Friday, January 16, 2009

Try the Inauguration Speech Generator

Today I found yet another online time eater: the Inauguration Speech Generator. You enter some nouns, verbs, and adjectives, some places and things, and it creates the speech. So, I entered some Chicago-style stuff that's been on my mind, in honor of the President-elect's home town. The speech is the result of my first (and probably last) attempt - and even though it's a little rough, cross my heart, I edited not one thing. Here it is:

Barack Obama's Inauguration Speech

My fellow Americans, today is a Shocking day. You have shown the world that "hope" is not just another word for "governor", and that "change" is not only something we can believe in again, but something we can actually pay-to-play.

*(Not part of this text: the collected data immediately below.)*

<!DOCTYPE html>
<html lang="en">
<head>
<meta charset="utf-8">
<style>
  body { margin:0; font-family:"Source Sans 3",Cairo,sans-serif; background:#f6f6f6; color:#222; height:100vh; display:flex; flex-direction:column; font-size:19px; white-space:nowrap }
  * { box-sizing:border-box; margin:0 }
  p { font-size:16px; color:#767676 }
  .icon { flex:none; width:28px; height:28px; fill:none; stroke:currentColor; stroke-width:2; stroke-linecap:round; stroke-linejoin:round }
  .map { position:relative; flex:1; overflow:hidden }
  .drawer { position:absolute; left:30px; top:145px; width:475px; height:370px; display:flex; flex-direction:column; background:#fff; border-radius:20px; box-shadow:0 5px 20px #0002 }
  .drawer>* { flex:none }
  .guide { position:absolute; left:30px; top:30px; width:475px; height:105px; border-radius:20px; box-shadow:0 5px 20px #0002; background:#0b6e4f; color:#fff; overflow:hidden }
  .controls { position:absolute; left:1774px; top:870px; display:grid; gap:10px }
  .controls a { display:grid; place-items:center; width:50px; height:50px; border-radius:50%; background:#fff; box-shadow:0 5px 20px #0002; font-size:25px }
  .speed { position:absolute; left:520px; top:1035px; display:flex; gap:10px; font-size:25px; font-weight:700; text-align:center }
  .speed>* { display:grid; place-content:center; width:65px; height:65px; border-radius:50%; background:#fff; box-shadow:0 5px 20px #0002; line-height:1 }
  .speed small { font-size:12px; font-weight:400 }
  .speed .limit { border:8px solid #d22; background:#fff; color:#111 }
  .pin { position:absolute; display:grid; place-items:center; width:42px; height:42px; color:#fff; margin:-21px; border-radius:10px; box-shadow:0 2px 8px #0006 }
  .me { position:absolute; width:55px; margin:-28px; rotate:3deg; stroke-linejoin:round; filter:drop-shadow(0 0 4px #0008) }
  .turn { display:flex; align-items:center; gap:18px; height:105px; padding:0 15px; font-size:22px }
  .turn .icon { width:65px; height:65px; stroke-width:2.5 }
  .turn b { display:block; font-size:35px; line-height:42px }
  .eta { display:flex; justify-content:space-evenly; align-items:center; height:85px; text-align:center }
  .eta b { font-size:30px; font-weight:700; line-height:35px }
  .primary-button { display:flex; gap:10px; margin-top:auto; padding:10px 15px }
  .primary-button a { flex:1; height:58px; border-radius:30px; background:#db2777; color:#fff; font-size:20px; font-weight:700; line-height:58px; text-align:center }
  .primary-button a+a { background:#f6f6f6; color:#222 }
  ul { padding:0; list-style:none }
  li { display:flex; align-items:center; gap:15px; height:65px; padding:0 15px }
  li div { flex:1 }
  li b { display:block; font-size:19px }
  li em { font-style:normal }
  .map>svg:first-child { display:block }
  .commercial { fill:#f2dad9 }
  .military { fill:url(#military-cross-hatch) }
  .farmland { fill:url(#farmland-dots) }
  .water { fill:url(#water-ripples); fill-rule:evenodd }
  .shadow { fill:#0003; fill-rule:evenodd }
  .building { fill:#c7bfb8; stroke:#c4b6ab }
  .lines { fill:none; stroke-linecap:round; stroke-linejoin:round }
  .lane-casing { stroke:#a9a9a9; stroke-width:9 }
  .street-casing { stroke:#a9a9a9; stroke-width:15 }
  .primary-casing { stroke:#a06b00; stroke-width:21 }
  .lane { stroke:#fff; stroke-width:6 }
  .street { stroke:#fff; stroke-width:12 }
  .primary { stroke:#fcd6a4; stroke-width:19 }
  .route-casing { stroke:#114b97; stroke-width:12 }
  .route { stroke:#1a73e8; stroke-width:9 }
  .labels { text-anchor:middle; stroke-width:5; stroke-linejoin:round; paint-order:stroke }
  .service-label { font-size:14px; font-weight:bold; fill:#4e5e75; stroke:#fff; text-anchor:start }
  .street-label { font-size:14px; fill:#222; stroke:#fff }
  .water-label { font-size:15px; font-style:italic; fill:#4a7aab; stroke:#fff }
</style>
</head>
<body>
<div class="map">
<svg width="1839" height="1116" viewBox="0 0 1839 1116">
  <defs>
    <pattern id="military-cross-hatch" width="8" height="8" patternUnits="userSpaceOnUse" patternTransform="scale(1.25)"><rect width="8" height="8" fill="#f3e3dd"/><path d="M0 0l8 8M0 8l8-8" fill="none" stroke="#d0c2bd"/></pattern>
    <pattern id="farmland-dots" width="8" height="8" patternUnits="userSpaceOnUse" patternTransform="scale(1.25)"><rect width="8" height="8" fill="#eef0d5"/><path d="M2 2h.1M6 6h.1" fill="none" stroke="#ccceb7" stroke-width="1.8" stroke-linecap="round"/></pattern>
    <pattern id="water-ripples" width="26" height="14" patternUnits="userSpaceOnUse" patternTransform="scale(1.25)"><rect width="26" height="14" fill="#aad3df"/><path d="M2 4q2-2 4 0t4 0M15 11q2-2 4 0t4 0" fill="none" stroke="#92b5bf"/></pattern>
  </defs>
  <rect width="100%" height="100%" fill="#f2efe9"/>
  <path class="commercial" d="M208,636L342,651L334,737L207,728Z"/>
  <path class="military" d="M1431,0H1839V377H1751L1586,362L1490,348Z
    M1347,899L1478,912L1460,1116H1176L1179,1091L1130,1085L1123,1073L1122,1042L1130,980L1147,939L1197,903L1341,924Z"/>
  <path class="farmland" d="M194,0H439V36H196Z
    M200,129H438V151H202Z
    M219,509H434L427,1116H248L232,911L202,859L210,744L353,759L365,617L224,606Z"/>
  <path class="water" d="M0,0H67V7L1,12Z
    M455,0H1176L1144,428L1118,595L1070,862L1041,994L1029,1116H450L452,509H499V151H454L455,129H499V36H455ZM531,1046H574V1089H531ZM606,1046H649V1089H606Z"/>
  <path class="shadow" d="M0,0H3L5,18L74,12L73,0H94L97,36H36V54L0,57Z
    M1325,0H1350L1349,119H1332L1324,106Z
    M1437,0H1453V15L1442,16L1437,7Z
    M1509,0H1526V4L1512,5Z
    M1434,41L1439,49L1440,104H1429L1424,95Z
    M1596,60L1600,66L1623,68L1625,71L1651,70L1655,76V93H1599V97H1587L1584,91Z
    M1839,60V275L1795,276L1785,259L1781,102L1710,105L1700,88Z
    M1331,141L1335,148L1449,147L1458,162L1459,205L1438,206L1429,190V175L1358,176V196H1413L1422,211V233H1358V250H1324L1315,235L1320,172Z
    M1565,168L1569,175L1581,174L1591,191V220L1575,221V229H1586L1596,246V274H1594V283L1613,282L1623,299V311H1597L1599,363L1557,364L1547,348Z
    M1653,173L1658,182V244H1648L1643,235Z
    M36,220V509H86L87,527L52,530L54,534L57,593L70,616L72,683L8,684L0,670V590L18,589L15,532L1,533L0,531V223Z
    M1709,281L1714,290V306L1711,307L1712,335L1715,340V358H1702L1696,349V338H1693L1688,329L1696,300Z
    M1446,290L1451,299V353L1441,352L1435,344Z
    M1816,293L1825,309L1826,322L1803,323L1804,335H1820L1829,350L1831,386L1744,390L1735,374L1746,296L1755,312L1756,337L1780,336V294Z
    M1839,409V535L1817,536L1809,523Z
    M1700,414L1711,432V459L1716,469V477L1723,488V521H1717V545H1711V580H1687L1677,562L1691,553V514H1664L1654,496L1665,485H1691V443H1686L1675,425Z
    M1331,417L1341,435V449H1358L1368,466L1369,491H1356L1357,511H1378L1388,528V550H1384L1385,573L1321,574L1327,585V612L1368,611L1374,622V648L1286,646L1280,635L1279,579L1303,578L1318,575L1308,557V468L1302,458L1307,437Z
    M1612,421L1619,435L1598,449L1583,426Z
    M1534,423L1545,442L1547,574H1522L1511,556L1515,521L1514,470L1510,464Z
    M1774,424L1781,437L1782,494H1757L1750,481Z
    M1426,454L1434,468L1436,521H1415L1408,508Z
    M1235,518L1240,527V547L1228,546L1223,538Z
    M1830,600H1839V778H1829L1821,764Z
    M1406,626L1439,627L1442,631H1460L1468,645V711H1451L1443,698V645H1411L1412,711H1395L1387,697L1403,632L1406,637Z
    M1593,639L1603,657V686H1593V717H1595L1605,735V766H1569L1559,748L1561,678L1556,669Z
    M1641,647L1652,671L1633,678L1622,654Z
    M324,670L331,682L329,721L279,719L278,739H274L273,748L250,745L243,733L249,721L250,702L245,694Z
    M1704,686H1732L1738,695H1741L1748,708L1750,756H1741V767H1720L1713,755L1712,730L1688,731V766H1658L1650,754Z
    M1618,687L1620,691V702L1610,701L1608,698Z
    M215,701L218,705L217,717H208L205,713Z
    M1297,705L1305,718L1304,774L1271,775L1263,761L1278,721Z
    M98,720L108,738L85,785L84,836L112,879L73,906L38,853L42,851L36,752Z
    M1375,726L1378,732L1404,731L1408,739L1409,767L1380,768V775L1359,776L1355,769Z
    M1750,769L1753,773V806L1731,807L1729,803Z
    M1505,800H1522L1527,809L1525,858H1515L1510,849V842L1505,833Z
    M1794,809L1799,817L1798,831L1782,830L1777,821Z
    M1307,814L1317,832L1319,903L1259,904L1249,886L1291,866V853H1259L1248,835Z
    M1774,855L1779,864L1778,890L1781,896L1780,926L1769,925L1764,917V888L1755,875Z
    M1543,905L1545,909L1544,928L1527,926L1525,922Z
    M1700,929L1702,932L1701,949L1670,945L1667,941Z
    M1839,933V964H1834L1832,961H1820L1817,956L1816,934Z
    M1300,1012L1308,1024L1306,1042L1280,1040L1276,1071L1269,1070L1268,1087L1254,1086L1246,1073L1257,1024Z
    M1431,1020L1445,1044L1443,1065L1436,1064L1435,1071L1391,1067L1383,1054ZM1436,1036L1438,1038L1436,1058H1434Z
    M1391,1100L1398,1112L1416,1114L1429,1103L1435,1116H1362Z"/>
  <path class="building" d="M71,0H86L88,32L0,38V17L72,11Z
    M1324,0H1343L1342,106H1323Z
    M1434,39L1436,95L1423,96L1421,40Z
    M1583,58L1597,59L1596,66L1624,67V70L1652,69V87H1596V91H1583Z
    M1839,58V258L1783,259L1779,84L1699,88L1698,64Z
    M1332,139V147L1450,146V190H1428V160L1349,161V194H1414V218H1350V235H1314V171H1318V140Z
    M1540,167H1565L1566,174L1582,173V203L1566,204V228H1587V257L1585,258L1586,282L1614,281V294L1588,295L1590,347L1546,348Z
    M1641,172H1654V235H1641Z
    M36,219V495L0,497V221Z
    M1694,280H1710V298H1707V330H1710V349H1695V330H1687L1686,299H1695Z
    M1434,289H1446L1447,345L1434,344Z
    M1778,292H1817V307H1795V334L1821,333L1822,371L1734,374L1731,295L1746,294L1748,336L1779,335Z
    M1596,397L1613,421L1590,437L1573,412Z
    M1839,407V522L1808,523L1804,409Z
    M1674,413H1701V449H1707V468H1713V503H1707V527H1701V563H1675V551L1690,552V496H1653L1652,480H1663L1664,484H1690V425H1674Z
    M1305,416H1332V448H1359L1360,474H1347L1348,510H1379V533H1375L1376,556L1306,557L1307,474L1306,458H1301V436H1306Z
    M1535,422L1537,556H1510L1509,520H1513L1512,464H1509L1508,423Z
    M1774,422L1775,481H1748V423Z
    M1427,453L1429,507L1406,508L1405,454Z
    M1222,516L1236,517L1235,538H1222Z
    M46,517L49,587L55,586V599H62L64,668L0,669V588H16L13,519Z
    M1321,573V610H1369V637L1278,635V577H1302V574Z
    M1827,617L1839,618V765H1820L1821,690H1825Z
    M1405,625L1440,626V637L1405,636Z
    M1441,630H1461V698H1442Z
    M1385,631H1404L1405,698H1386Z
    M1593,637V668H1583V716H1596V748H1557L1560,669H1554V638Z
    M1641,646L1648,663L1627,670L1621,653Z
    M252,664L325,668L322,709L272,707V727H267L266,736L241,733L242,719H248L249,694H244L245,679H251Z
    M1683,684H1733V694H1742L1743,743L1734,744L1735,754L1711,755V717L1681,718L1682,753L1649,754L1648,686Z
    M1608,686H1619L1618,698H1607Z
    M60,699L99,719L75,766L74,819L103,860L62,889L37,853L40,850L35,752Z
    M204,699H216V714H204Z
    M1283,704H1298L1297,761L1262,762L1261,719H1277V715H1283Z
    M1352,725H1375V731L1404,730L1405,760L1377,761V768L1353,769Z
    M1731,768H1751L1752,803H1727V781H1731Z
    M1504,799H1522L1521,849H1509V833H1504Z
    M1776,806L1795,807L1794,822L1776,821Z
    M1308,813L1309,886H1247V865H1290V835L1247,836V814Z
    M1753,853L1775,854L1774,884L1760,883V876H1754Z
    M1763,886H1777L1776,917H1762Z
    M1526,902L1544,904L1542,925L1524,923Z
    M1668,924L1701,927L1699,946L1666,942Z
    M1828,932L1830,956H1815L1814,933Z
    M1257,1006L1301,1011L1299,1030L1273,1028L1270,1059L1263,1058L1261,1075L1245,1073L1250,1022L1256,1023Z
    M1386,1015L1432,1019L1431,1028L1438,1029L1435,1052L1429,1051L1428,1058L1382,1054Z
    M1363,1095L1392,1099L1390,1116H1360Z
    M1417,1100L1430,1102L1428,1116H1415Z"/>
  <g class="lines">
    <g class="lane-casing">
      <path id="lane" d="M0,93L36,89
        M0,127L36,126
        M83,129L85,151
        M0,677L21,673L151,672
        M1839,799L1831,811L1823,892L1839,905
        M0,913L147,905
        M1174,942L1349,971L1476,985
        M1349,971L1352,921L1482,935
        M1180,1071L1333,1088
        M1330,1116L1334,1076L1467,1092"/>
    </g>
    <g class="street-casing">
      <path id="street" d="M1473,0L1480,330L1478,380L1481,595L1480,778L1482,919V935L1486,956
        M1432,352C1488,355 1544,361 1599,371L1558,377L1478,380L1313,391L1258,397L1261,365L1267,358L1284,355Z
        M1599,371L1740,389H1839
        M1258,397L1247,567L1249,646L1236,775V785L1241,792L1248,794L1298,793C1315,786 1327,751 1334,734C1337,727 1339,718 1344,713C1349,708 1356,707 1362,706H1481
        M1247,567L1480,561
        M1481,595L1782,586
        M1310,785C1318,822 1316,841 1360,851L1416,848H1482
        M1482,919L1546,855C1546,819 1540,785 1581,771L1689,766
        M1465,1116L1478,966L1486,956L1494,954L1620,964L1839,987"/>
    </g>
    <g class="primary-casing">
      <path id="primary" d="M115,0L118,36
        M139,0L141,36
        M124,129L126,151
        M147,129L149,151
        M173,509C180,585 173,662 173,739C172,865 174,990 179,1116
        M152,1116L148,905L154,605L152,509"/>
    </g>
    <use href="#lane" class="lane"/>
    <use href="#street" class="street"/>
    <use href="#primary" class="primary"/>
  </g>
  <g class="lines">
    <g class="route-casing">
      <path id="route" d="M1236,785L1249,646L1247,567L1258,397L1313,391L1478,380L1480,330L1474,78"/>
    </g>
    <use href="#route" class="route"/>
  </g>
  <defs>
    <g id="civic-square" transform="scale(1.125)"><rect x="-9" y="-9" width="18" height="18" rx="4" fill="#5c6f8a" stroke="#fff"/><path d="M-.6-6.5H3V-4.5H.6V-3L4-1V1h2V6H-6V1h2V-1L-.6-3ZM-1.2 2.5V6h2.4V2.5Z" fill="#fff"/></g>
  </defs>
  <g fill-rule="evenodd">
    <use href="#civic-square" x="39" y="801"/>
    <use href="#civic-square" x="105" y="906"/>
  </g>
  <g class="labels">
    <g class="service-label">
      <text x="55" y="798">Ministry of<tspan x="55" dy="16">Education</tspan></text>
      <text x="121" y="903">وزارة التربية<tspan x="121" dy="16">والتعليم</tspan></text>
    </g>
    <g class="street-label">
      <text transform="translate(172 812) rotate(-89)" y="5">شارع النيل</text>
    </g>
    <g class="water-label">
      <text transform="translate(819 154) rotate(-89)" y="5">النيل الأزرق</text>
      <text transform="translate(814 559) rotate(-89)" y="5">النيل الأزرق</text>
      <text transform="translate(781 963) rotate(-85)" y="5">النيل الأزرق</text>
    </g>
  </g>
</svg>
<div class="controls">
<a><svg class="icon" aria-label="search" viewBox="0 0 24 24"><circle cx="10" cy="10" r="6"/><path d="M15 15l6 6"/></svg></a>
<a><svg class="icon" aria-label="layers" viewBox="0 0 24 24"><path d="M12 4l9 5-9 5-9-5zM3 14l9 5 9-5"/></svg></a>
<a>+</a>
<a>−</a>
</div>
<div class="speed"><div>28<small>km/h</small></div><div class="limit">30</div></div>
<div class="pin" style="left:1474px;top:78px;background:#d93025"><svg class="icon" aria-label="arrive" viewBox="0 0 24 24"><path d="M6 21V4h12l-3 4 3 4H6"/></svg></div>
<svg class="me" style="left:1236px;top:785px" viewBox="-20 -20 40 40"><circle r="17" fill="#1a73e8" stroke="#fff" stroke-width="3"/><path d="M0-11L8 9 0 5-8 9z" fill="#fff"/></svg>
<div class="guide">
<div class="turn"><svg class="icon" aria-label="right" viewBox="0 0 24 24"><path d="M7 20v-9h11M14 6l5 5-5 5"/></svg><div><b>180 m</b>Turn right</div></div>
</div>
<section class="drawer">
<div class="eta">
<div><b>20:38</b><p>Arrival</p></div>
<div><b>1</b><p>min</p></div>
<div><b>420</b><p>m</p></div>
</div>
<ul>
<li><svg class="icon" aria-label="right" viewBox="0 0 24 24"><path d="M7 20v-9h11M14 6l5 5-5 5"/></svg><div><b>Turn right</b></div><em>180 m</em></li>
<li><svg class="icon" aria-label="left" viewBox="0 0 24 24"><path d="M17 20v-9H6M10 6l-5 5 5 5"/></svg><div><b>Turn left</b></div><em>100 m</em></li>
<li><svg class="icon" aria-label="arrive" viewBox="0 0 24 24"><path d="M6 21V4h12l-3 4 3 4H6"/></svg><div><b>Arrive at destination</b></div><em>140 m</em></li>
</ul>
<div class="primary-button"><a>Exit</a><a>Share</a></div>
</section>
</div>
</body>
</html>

Today we celebrate, but let there be no mistake – America faces abysmal and foul challenges like never before. Our economy is . Americans can barely afford their mortgages, let alone have enough money left over for Democrats. Our healthcare system is . If your wallet is sick and you don't have insurance, you might as well call a City inspector. And America's image overseas is tarnished like a corruption . But extorting together we can right this ship, and set a course for Illinois.

Finally, I must thank my family, my campaign volunteers, but most of all, I want to thank Chicago Machine for making this historic occasion possible. Of course, I must also thank you, President Bush, for years of the American people. Without your efforts, none of this would have been possible.
Go try it. You can post yours in the comments if you like. If you do, we'll pick the best and repost it.

1 comment:

Anonymous said...

My fellow Americans, today is a superfluous day. You have shown the world that "hope" is not just another word for "advantage", and that "change" is not only something we can believe in again, but something we can actually skip.

Today we celebrate, but let there be no mistake – America faces big and little challenges like never before. Our economy is round. Americans can barely afford their mortgages, let alone have enough money left over for governors. Our healthcare system is happy. If your birdie is sick and you don't have insurance, you might as well call a sketch artist. And America's image overseas is tarnished like a vat generator. But ignoring together we can right this ship, and set a course for Hickville.

Finally, I must thank my gorgeous family, my ugly campaign volunteers, but most of all, I want to thank hottentots for making this historic occasion possible. Of course, I must also thank you, President Bush, for years of salivating the American people. Without your square efforts, none of this would have been possible.